Anticipating that this might cause problems should Trump be re-elected in November, Lammy visited the US eight times as shadow foreign secretary and tried to build bridges with the Republicans. He stressed their shared Christian values with Chris LaCivita, a Trump campaign manager, and Trump’s Senate allies Lindsey Graham and Eldridge Colby.
He has also courted JD Vance, Trump’s current vice-presidential pick, who once likened the former president to Hitler. Lammy says he was “reduced to tears” reading Vance’s Hillbilly Elegy, which reminded him of his own “tough upbringing”.
Lammy brings charm, ambition and enthusiastic diplomacy to the otherwise rather dour character of Starmer’s new model government.

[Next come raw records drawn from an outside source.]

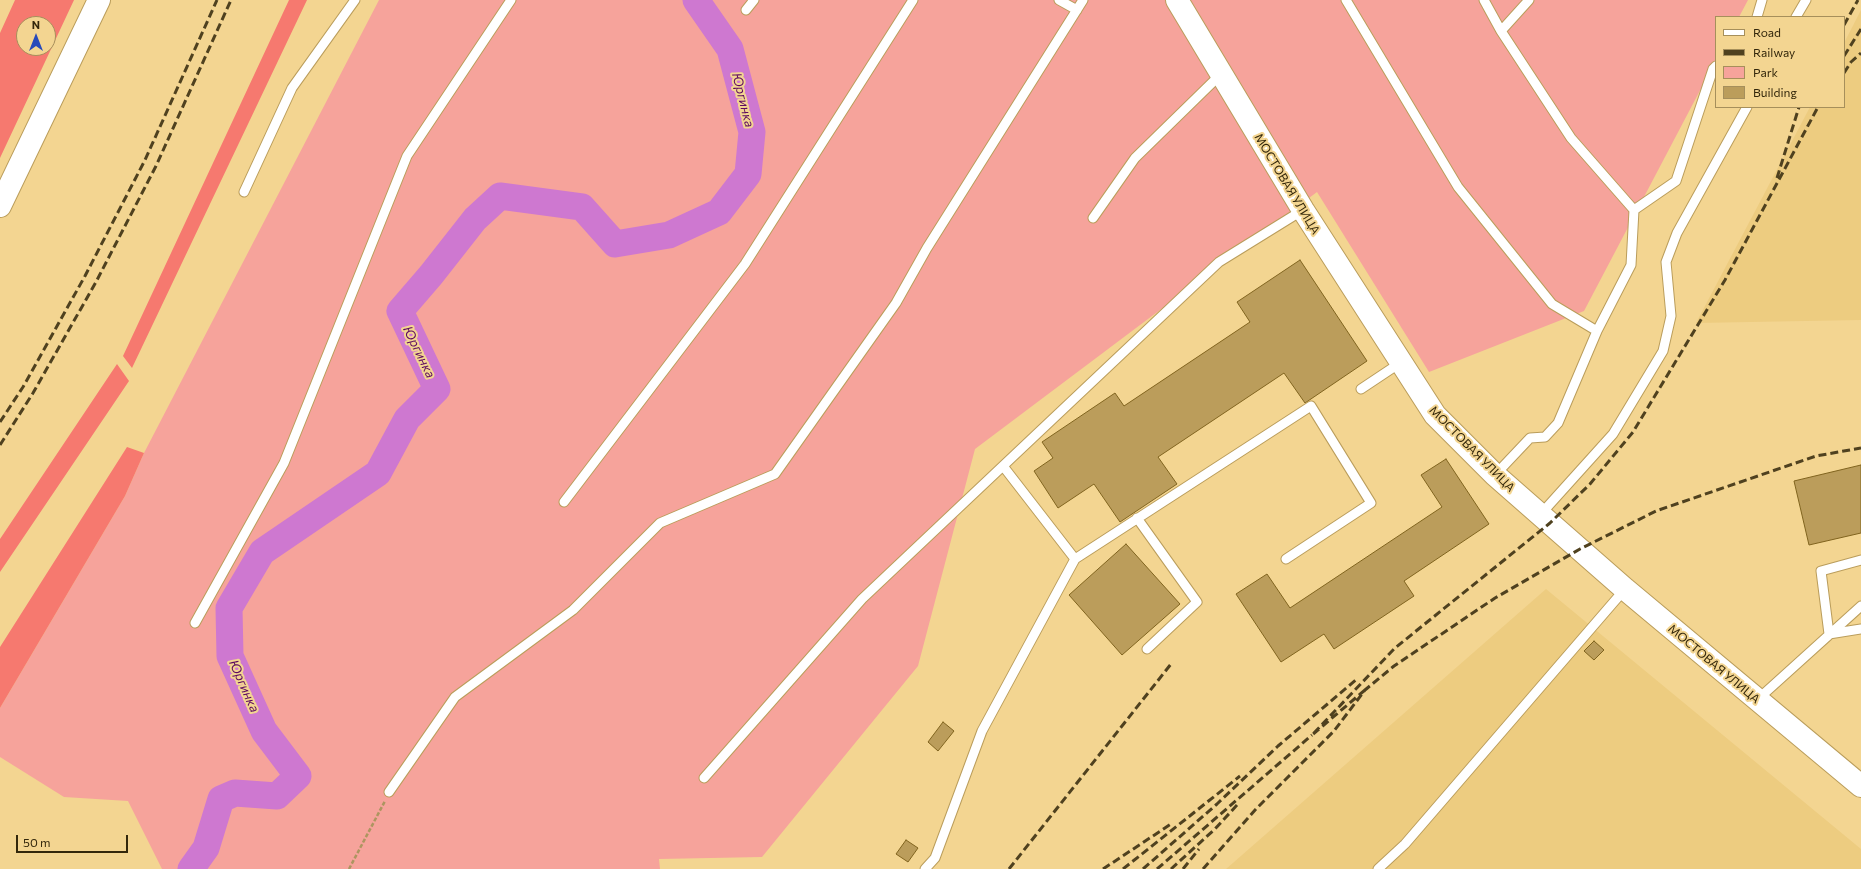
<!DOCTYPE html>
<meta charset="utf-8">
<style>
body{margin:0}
#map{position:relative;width:1861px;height:869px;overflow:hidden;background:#f3d591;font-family:Commissioner,sans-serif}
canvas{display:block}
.legend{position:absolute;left:1715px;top:16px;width:130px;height:92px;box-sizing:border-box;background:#f3d591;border:1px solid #a68f5b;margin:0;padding:5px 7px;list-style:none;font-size:12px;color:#33270b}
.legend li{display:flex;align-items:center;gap:8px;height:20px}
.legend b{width:20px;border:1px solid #a68f5b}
.north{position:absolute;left:16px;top:16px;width:40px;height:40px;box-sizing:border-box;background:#f3d591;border:1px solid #a68f5b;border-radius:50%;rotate:0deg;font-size:11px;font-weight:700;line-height:16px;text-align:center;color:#33270b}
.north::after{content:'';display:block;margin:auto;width:14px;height:18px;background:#284aba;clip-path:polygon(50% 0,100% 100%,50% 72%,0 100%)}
.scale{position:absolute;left:16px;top:835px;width:112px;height:18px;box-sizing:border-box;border:2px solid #33270b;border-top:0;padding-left:5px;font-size:12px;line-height:14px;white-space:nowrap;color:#33270b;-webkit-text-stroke:3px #f3d591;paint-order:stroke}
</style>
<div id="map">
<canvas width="1861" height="869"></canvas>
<ul class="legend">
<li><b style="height:5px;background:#fff"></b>Road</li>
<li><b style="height:5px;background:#4f411f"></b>Railway</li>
<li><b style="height:11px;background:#f6a39b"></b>Park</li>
<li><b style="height:11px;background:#bb9d5b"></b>Building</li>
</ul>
<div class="north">N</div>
<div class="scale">50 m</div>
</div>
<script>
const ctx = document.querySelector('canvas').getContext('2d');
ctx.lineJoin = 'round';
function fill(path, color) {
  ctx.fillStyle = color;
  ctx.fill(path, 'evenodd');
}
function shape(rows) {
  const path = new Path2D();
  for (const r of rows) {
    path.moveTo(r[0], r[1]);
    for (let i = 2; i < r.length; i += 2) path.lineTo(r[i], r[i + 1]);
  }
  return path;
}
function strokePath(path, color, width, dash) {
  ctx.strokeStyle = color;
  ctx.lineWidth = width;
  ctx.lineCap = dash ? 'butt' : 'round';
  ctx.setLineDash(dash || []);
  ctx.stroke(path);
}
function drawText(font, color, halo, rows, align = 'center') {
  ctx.font = font + ' Commissioner,sans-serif';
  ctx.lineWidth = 4;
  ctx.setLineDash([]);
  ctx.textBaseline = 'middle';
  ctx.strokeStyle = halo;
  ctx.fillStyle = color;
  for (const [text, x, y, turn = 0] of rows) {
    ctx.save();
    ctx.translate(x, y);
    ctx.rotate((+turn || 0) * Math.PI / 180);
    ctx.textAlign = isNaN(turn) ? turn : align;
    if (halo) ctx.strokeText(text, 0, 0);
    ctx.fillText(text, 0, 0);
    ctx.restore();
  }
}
const built = shape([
 [1861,10,1861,320,1696,323,1810,107,1844,107,1844,43],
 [1546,589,1861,849,1861,869,1226,869]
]);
const green = shape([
 [379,0,1748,0,1739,17,1716,17,1716,60,1584,311,1429,372,1317,192,975,449,918,666,762,857,659,859,660,869,162,869,128,801,64,797,0,757,0,708,125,496,144,453]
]);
const forest = shape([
 [15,0,74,0,0,158,0,33],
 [24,24,48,24,48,48,24,48],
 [289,0,307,0,132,368,123,356],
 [117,364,129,381,0,572,0,539],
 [127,447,144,453,125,496,0,708,0,647]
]);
const river = shape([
 [191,869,206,848,221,799,235,793,277,796,298,776,264,731,230,656,229,608,262,552,378,473,407,419,437,389,400,311,431,275,475,219,500,196,582,207,615,244,669,235,719,212,748,174,752,132,730,49,696,0]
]);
const building = shape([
 [1300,260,1367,361,1305,403,1284,373,1158,457,1177,484,1120,522,1094,484,1058,508,1034,471,1053,458,1042,442,1115,393,1124,406,1250,322,1237,302,1300,260],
 [1446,459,1489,524,1404,581,1414,596,1334,649,1324,634,1281,662,1236,594,1267,574,1290,608,1442,507,1421,475,1446,459],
 [1861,465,1861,533,1809,545,1794,481,1861,465],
 [1126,544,1180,604,1122,655,1069,595,1126,544],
 [1594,641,1604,650,1594,660,1584,651,1594,641],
 [943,722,954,731,938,751,928,742,943,722],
 [906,840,918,848,908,862,896,854,906,840]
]);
const path = shape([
 [349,869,385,801]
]);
const service = shape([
 [1059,0,1077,10],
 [1346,0,1458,187,1552,304,1597,331],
 [1484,0,1501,31,1571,138,1634,210],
 [746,10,754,0],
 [1757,17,1762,0],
 [1796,17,1806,0],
 [1501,31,1529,0],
 [244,192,292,88,355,0],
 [1093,218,1135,158,1221,74],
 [1361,389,1400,363],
 [1003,466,1075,559,1311,406,1371,503,1286,559],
 [1495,475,1530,438,1545,437,1558,423,1597,331,1631,265,1634,210,1676,181,1713,69,1716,66],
 [564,502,745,264,913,0],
 [1540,515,1613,434,1663,351,1671,316,1666,262,1677,233,1747,107],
 [1137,518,1197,602,1147,649],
 [1861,560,1821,571,1829,634,1861,629],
 [195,623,284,463,407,156,511,0],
 [1757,700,1861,606],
 [704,778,862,599,1219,262,1303,210],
 [389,792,455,697,573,610,660,523,775,474,896,303,927,248,1083,0],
 [925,869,935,858,982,731,1075,559],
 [1378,869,1405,844,1625,589]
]);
const tertiary = shape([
 [1177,0,1303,210,1435,415,1495,475,1625,589,1861,786]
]);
const secondary = shape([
 [0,206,99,0]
]);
const rail = shape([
 [1844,25,1858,0],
 [1844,56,1861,29],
 [1844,73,1851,62,1861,53],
 [1777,178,1799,107],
 [0,422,23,387,85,276,145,160,217,0],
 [0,445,33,393,96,282,156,166,231,0],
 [1365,690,1312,735,1395,648,1550,523,1590,484,1633,432,1725,280,1818,107],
 [1009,869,1171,664],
 [1103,869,1171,824],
 [1123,869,1240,776],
 [1143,869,1217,804,1278,746,1357,679],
 [1157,869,1312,735],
 [1171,869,1215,829,1237,805],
 [1183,869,1199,849],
 [1203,869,1256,809,1334,731,1365,690,1394,666,1495,598,1580,549,1656,511,1816,456,1861,448]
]);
const streetNames = [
 ["МОСТОВАЯ УЛИЦА",1287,184,59],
 ["МОСТОВАЯ УЛИЦА",1472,449,45],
 ["МОСТОВАЯ УЛИЦА",1714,664,40]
];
const waterNames = [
 ["Юргинка",743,100,76],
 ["Юргинка",419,352,64],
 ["Юргинка",244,686,66]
];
fill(built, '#edcc80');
fill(green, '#f6a39b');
fill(forest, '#f6796f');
strokePath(river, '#ce78d0', 27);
fill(building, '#bb9d5b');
strokePath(building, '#80641f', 1);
strokePath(service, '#ba9d5b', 11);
strokePath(tertiary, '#ba9d5b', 24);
strokePath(secondary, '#ba9d5b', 24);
strokePath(path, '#ad9560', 2.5, [4, 2]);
strokePath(service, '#fff', 9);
strokePath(tertiary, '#fff', 22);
strokePath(secondary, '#fff', 22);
strokePath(rail, '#4f411f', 3, [8, 4]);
drawText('12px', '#33270b', '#f3d591', streetNames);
drawText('italic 13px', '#5c0a60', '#f3d591', waterNames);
</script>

Inevitably he has his critics at Westminster. Given his record of outspokenness, some wonder if he will overreach himself. Others question whether he is tough enough to get what Britain needs from his friends.
The world is holding its breath to see whether Kamala Harris or Donald Trump becomes the next president. The outcome will be highly consequential for top jobs here in Whitehall. The appointment of the new British ambassador to the US has been delayed until it is clear who has won.
All eyes will be on the hyperactive foreign secretary at UNGA and in the tense months ahead – Trump after all is already talking about World War Three. He and the rest of us have much at stake.